Speaking of Molly, I absolutely loved Justine Waddell's portrayal of this character. In her quiet, attentive, persevering, intelligent, loving way, Molly is the centre of the story. Her love and her constancy are perfectly demonstrated, without any melodrama. She is strong and passionate in her views, but her heart is always open to others, and she is able to see things from their point of view. I love how the film kept showing her looking through the microscope and drawing pictures of Roger's various finds. This was a lovely way of showing how involved and interested she always was in his pursuits - and how she was able to understand it all and find it quite intriguing, despite being a woman :)

Which leads us to the ultra-modern, ultra-feminist ending. At first I was very shocked, thinking how impossible this was. However, even though it's completely unrealistic and historically inaccurate, in many ways it's completely perfect and it works!
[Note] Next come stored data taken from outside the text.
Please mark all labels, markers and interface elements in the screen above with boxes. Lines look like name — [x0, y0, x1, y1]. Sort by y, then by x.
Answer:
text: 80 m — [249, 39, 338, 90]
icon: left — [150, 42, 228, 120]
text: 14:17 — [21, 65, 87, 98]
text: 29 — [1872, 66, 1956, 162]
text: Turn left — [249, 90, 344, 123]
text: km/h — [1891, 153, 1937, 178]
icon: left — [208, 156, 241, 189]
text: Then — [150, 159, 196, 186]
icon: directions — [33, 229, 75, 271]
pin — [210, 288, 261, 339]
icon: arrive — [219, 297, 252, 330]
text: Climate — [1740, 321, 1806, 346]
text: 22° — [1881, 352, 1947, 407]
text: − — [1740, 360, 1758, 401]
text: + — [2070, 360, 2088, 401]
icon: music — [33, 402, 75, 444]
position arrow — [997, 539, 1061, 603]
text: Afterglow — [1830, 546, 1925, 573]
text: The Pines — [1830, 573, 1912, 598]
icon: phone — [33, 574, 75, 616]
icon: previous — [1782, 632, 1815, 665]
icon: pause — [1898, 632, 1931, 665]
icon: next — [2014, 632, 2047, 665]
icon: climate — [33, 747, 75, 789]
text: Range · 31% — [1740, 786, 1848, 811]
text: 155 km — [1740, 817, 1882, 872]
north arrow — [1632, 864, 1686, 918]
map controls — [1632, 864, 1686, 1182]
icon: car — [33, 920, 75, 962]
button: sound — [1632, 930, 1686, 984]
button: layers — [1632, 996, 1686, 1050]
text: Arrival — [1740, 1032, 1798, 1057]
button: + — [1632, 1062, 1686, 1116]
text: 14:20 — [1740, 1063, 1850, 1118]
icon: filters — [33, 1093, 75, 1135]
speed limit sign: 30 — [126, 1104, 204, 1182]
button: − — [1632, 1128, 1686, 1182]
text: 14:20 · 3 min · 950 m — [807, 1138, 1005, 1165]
All in all, a beautiful, sentimental, witty, romantic, tragic, realistic, fantastical, lovely film that I would highly recommend :) These characters will warm your heart and make you smile :)

Thursday, February 25, 2010

Gloomy Cozy Day + Running

Wow, is it ever gloomy and dark today! Hibernation weather indeed :) I went for a lovely run yesterday, perfectly timed for when the sun peeked out (for maybe half an hour, sigh). I even found a cute little park that I hadn't known existed at all.

I love being active outside - it's an actual experience out in the fresh air, in the big wide world. Being stuck inside - not so much fun. When I'm outdoors, it feels like I'm playing and I just follow what my body feels like doing (like a kid, hooray!). Indoors, there's a sense that I'm forcing myself to 'exercise' and 'work out' and it all feels slightly artificial and robotic rather than being an expression of my body's energy. There may be rules, directions to follow, numbers to pay attention even if I'm enjoying the workout DVD or pedaling happily on the stationary bike, I never get that sense of freedom, openness, excitement, exhilaration, etc. that I can't help but feel when out in the fresh air.

However, when the weather's not cooperating, of course I will accept my duty, like the Knightly Knight above, and do whatever indoor workout appeals most at the time :) Halfway through I will realize that I'm feeling pretty good and that getting some movement and action into the day is fantastic, even if the luxuries of sunshine, trees, and ocean air are not possible.

It feels great to move and get that circulation going...even when you're tempted to hibernate :) It also feels good to curl up and read or watch an old film. I took a few DVD's from the library in preparation for all this indoorsy-ness, including The Man in the Gray Flannel Suit, starring Gregory Peck, and Cyrano de Bergerac. I'll save those for rainy evenings, when a big cup of hot tea becomes a necessary part of staying warm and cozy :)

Here's to a bright and cheery day :)

Wednesday, February 24, 2010

Teaching ESL & The Taste of Sweet

Firstly, it's all official now - I've registered at International House and will be starting a four-week training program on March 1 (next Monday!). I think that qualifies as both a "hooray!" and an "eek!" I'm planning on hitting the library today to get some books on grammar and ESL teaching methodology to help with preparation...all five days of it :) Looking back, it seems like a lot of the biggest decisions I've made happened very suddenly, without having had a lot of time to contemplate things. Hopefully that's because it was all meant to be somehow :)

Do you mull things over quite a bit, or tend to go more with gut feelings and intuition?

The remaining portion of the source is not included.